Have you played Knights of the Old Republic? Same developer. It's like KOTOR, but with a different combat system and an interesting, Larry Niven-esque future and a plot that's something like an episode of Star Trek meets H.P. Lovecraft. The graphics are occasionally choppy but all-together beautiful, the main story and most of the side-quests are interesting, and the voice-acting is rather good for a video game, make of that what you will. It's got a deep character creation and level up system that actually effects some of the dialogue and minor plot points of the game. The characters all have subplots and different motivations and open up new quests depending on how you respond to them. It's very creative and ambitious enough to love despite its flaws.
There were only a few things that irked me, and most of them had to do with weapons and items and inventory management.
The inventory management system is painful; deleting items is a chore because if you arrange them according to level so you can easily tell what might be useful to your characters, it puts that lame stuff at the bottom of the list. That's fine, until you delete one of the last items on a list of 50 items (which you will quickly discover is an easy thing to accumulate) and the cursor automatically goes back to item number one and there is no quick scroll. You quickly collect either more shit than you can use or more than you can convert into the material you need to make bombs and first aid kits and buy upgrades which you almost never need to do because there is shit to be found everywhere. There are locked boxes and chests all over the place and enemies drop their weapons and items too. At about 2/3rds of the way through the game I found myself simply dropping a lot of stuff on the ground because all I was getting was low level crap and my material was maxed out at 999 all the time. There are simply way too many weapon and armour power ups as well. 90% of them are useless once you get the handful of awesome ones and you, again, simply end up passing on them constantly. Why use a "level six" upgrade to your armour that provides a 20% bonus to projectile damage protection with no penalty when you've already got a "level five" upgrade that provides 25% protection from ALL damage with a measly 5% hit to my dodge stat? Stuff like that makes me think these guys have a big "power up wheel" that they spin to ensure the appearance of variety under the guise of sheer quantity. Even with 6 characters and some armours and weapons that have 2-3 slots each and cumulative stats the vast majority of items you get will be either useless to your characters or crappier than what you've already got.
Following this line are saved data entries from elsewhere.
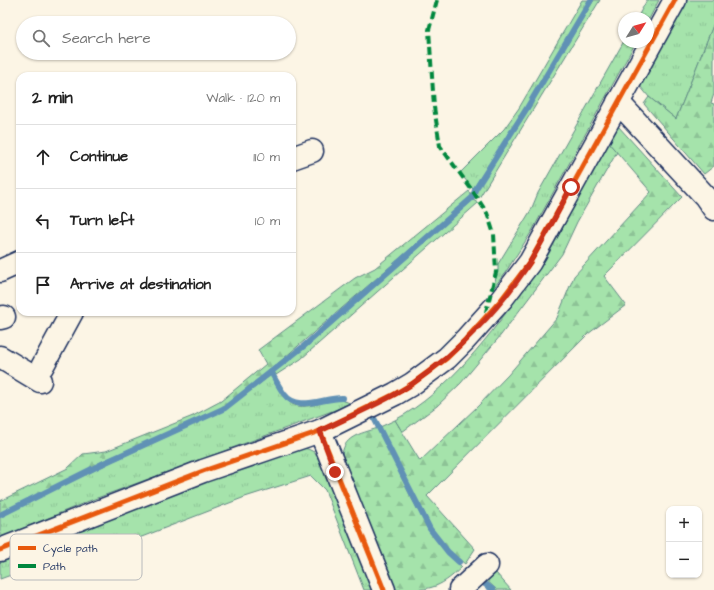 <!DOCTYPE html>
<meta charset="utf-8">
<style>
:root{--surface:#fff;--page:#f6f6f6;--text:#222;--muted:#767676;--line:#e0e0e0}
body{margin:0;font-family:"Architects Daughter",sans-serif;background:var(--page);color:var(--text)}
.controls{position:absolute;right:12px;bottom:12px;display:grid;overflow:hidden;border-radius:8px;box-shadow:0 1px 3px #0004}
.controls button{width:36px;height:36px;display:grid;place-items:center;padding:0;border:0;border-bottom:1px solid var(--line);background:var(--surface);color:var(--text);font:20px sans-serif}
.compass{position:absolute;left:618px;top:12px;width:36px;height:36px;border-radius:50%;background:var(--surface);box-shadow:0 1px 3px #0004;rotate:53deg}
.stop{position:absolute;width:12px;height:12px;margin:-9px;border:3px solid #c8321e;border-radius:50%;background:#fff}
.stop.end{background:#c8321e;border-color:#fff;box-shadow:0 1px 4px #0008}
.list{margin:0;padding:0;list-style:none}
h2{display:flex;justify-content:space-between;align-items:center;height:52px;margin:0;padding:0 16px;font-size:17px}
h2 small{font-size:13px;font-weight:400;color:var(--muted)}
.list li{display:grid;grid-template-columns:26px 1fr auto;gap:12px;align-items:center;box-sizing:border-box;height:64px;padding:0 16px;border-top:1px solid var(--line)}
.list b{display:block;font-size:15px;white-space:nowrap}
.list em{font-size:13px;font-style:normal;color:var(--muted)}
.icon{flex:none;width:22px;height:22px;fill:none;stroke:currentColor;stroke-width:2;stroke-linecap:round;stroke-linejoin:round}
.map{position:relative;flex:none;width:714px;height:590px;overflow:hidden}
.search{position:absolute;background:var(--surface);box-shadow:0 1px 3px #0004;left:16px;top:16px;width:280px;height:44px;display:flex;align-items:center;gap:10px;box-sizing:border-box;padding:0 14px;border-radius:22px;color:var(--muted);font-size:15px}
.panel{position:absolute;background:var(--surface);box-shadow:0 1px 3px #0004;left:16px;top:72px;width:280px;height:244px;border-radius:12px}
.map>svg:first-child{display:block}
</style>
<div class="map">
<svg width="714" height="590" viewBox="0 0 714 590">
<defs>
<pattern id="grass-tufts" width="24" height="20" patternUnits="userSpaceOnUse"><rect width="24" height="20" fill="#a5e3ab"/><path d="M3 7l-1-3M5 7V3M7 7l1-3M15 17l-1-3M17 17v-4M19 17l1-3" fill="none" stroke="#8dc396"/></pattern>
<pattern id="forest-firs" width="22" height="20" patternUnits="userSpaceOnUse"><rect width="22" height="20" fill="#a5e3ab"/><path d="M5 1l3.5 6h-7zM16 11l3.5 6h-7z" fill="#8dc396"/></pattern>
</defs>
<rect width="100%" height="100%" fill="#fcf5e5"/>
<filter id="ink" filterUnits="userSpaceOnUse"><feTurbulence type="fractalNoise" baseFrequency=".025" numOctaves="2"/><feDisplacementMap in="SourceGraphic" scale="8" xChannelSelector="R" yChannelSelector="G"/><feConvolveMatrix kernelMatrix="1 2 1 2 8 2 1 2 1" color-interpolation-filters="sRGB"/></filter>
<g filter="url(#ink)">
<g fill="url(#grass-tufts)" stroke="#608984">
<polygon points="582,0 590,0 525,109 473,189 460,173 504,129 519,108"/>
<polygon points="594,0 600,0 479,198 475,193 528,109"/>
<polygon points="647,0 659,0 648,21 648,18 637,18"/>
<polygon points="687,0 714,0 714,23 676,119 649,97 640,86"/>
<polygon points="624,41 624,42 636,42 532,231 505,273 492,290 498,272 498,264 531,210 538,193"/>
<path d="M608 142 617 152 577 222 562 254 501 335 461 383 437 406 402 432 395 420C448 392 492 333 527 284 533 274 543 265 548 255 569 217 587 179 608 142Z"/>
<polygon points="473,200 478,203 301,359 276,375 274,371 306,347"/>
<path d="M271 375C276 383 280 394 288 401 305 417 332 391 351 404L89 501 0 538V517L109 463 225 410Z"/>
<polygon points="302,448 308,449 314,452 328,474 377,590 364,590 325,490 311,476 245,497 77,562 69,554 0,579 0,562 209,479"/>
</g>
<g fill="url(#forest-firs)" stroke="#608984">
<polygon points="714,23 714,94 711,103 714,104 714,166 704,174 644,104 649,97 676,119"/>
<polygon points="618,126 682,197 604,276 626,305 588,334 427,496 475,549 465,564 449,551 431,528 380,427 395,420 420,461 478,406 508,375 557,318 574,276 651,192 608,142"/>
<polygon points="469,191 471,194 471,197 269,371 224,407 202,419 105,460 0,514 0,501 68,468 83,454 106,451 193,416 221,401 266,364 258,350 355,278 375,268"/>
<path d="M378 428C402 476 421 531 462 567 438 590 429 590 395 590L342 458C342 436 360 434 378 428Z"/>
<polygon points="496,573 511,590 497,590 484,578"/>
</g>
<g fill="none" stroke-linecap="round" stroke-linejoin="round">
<g stroke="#6091b5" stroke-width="6">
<path d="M271 372C275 379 279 387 284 394 298 413 324 397 343 398"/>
<polyline points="375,420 430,529 448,552 459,562"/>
<polyline points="0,515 106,462 225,408 304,346 473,197 475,190 527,108 591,0"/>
<polyline points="485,584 493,590"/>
</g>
<defs>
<g id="minor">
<polyline points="618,102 705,196 714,209"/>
<polyline points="292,158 312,151"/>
<polyline points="0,271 20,262"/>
<polyline points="0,318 4,317"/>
<polyline points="0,357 40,381"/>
<polyline points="42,367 72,312"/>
<polyline points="320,431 384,590"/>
<polyline points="0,550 203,471 320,431 395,394 412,384 447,358 465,340 501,300 530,262 675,0"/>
<polyline points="460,590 487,565"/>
</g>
</defs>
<use href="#minor" stroke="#1b2f5e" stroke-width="25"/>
<use href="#minor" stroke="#fcf5e5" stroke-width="22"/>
<polyline stroke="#00873e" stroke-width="4" stroke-dasharray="8 4" stroke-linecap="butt" points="437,0 429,30 434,107 440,146 474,193 487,213 494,234 496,272 485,316"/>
<defs>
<g id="cycleway">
<polyline points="320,431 384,590"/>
<polyline points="0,550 203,471 320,431 395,394 412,384 447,358 465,340 501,300 530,262 675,0"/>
</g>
</defs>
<use href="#cycleway" stroke="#fcf5e5" stroke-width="8"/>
<use href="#cycleway" stroke="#e8590c" stroke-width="5"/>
</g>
</g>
<g fill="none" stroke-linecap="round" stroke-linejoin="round" filter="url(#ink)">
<path stroke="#c8321e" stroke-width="5" d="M335 472 320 431C350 416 384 403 412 384 456 354 502 307 530 262 545 238 558 212 571 187"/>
</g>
<rect x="10" y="534" width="132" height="46" rx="6" fill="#fcf5e5" stroke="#b8babc" stroke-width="1"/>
<rect x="18" y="546" width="18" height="4" fill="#e8590c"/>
<rect x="18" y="564" width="18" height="4" fill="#00873e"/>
<g font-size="11" fill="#1b2f5e">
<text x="43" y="552">Cycle path</text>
<text x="43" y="570">Path</text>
</g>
</svg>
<div class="controls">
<button>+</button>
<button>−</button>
</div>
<svg class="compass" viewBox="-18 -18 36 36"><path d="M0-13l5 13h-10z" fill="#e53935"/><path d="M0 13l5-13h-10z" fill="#767676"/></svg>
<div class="stop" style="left:571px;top:187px"></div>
<div class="stop end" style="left:335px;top:472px"></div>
<div class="search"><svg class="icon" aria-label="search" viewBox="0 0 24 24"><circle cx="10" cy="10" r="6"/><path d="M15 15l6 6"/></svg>Search here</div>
<section class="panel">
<h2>2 min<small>Walk · 120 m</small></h2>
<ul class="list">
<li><svg class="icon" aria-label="ahead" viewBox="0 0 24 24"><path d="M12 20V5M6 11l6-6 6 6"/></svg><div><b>Continue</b></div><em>110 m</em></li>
<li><svg class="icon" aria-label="left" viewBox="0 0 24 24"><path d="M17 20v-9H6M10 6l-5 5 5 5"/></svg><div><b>Turn left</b></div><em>10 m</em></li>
<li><svg class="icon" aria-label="arrive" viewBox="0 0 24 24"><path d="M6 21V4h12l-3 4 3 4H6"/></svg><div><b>Arrive at destination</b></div></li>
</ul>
</section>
</div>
I also found the planet-side driving pretty boring and repetitive unless there were things to shoot at, which there tended to be only on the main-story path-driven levels. The open world type levels were much less interesting, and the missions rather repetitive in action if not back-story. To be fair, it only gets repetitive if you're one of those people like me who tries to 100% clear games like this. I only cleared 80% of the game on my first pass, haven't played it again yet.
There is a lot of reading you can do on just about every aspect of the game: races, politics, technology, history, etc. It's all entirely optional and either very interesting if you're interested in the "world building" aspect of science fiction like I am or very boring and pointless if you're someone who prefers to hurry through your games and get straight to the meat of the story and the action.
I do recommend it quite highly. The game does give you a bit of a feeling for what it might be like to live in a future with 1000 km long space stations and FTL drives and aliens waring and trading and living with one another. It's one of the few recent attempts at what one might call a true sci-fi game. Most are mixed with horror or are only sci-fi in appearance, but Mass Effect is sci-fi to the core.
On the subject of the thread I'm most looking forward to SC4 (Mitsurugi FTW I'll kill all you bitches!) and Too Human.